* [PROMPT]: Each record below is to be reproduced without any change.

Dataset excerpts
◆ ◆ ◆ ◆ ◆

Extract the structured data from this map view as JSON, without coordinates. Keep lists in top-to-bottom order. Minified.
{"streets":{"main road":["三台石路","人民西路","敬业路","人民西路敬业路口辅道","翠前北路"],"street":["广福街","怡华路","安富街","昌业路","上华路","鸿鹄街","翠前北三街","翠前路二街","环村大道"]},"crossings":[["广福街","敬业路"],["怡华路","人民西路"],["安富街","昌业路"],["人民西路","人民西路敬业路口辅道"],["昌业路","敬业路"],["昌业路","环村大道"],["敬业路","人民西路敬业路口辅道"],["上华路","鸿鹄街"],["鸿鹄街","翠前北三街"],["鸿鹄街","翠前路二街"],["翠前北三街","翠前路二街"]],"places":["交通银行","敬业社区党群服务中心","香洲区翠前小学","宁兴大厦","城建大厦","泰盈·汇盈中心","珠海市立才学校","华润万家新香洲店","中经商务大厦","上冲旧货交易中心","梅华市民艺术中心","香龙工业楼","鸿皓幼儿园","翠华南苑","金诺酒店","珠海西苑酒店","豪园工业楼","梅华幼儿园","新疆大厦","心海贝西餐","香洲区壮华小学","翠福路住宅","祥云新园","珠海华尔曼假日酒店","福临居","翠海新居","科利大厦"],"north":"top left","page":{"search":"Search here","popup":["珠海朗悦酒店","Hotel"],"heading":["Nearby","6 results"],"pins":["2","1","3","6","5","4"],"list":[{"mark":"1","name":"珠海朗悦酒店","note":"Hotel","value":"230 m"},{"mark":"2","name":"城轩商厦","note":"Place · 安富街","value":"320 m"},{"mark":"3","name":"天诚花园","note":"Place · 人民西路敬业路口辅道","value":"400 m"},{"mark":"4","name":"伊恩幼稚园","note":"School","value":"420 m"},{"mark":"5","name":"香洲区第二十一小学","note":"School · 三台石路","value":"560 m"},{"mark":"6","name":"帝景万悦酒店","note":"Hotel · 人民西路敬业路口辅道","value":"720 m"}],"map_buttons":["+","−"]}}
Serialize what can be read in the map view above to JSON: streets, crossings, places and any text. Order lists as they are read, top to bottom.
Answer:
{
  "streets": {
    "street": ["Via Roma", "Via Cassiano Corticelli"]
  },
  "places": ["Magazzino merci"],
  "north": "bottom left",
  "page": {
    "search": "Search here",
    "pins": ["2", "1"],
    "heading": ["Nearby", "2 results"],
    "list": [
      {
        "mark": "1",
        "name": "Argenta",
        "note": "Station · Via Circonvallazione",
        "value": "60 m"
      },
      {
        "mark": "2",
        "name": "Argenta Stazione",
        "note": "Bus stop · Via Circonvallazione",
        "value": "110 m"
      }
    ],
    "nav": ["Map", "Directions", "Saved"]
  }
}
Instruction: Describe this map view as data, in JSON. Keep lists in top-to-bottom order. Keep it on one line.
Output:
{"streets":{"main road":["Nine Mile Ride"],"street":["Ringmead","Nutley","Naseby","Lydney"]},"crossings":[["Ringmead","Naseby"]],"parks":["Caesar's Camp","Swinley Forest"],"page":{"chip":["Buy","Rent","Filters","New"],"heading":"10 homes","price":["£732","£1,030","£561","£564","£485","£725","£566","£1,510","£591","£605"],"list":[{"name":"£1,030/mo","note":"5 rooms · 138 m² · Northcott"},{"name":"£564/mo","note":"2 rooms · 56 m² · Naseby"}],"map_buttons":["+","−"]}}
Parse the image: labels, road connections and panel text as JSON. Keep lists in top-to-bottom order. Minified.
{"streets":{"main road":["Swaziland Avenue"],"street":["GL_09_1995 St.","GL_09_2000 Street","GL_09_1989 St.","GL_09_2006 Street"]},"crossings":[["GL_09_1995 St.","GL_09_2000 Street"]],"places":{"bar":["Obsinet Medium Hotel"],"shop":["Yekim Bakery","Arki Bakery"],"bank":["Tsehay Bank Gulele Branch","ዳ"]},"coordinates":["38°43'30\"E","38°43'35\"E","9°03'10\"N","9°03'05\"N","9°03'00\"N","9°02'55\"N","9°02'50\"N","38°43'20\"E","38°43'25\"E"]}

◆ ◆ ◆ ◆ ◆

* [YOUR SOLUTION]:
Extract the structured data from this map view as JSON, without coordinates. Keep lists in top-to-bottom order. Minified.
{"streets":{"main road":["三台石路","人民西路","敬业路","人民西路敬业路口辅道","翠前北路"],"street":["广福街","怡华路","安富街","昌业路","上华路","鸿鹄街","翠前北三街","翠前路二街","环村大道"]},"crossings":[["广福街","敬业路"],["怡华路","人民西路"],["安富街","昌业路"],["人民西路","人民西路敬业路口辅道"],["昌业路","敬业路"],["昌业路","环村大道"],["敬业路","人民西路敬业路口辅道"],["上华路","鸿鹄街"],["鸿鹄街","翠前北三街"],["鸿鹄街","翠前路二街"],["翠前北三街","翠前路二街"]],"places":["交通银行","敬业社区党群服务中心","香洲区翠前小学","宁兴大厦","城建大厦","泰盈·汇盈中心","珠海市立才学校","华润万家新香洲店","中经商务大厦","上冲旧货交易中心","梅华市民艺术中心","香龙工业楼","鸿皓幼儿园","翠华南苑","金诺酒店","珠海西苑酒店","豪园工业楼","梅华幼儿园","新疆大厦","心海贝西餐","香洲区壮华小学","翠福路住宅","祥云新园","珠海华尔曼假日酒店","福临居","翠海新居","科利大厦"],"north":"top left","page":{"search":"Search here","popup":["珠海朗悦酒店","Hotel"],"heading":["Nearby","6 results"],"pins":["2","1","3","6","5","4"],"list":[{"mark":"1","name":"珠海朗悦酒店","note":"Hotel","value":"230 m"},{"mark":"2","name":"城轩商厦","note":"Place · 安富街","value":"320 m"},{"mark":"3","name":"天诚花园","note":"Place · 人民西路敬业路口辅道","value":"400 m"},{"mark":"4","name":"伊恩幼稚园","note":"School","value":"420 m"},{"mark":"5","name":"香洲区第二十一小学","note":"School · 三台石路","value":"560 m"},{"mark":"6","name":"帝景万悦酒店","note":"Hotel · 人民西路敬业路口辅道","value":"720 m"}],"map_buttons":["+","−"]}}
Serialize what can be read in the map view above to JSON: streets, crossings, places and any text. Order lists as they are read, top to bottom.
Answer:
{
  "streets": {
    "street": ["Via Roma", "Via Cassiano Corticelli"]
  },
  "places": ["Magazzino merci"],
  "north": "bottom left",
  "page": {
    "search": "Search here",
    "pins": ["2", "1"],
    "heading": ["Nearby", "2 results"],
    "list": [
      {
        "mark": "1",
        "name": "Argenta",
        "note": "Station · Via Circonvallazione",
        "value": "60 m"
      },
      {
        "mark": "2",
        "name": "Argenta Stazione",
        "note": "Bus stop · Via Circonvallazione",
        "value": "110 m"
      }
    ],
    "nav": ["Map", "Directions", "Saved"]
  }
}
Instruction: Describe this map view as data, in JSON. Keep lists in top-to-bottom order. Keep it on one line.
Output:
{"streets":{"main road":["Nine Mile Ride"],"street":["Ringmead","Nutley","Naseby","Lydney"]},"crossings":[["Ringmead","Naseby"]],"parks":["Caesar's Camp","Swinley Forest"],"page":{"chip":["Buy","Rent","Filters","New"],"heading":"10 homes","price":["£732","£1,030","£561","£564","£485","£725","£566","£1,510","£591","£605"],"list":[{"name":"£1,030/mo","note":"5 rooms · 138 m² · Northcott"},{"name":"£564/mo","note":"2 rooms · 56 m² · Naseby"}],"map_buttons":["+","−"]}}
Parse the image: labels, road connections and panel text as JSON. Keep lists in top-to-bottom order. Minified.
{"streets":{"main road":["Swaziland Avenue"],"street":["GL_09_1995 St.","GL_09_2000 Street","GL_09_1989 St.","GL_09_2006 Street"]},"crossings":[["GL_09_1995 St.","GL_09_2000 Street"]],"places":{"bar":["Obsinet Medium Hotel"],"shop":["Yekim Bakery","Arki Bakery"],"bank":["Tsehay Bank Gulele Branch","ዳ"]},"coordinates":["38°43'30\"E","38°43'35\"E","9°03'10\"N","9°03'05\"N","9°03'00\"N","9°02'55\"N","9°02'50\"N","38°43'20\"E","38°43'25\"E"]}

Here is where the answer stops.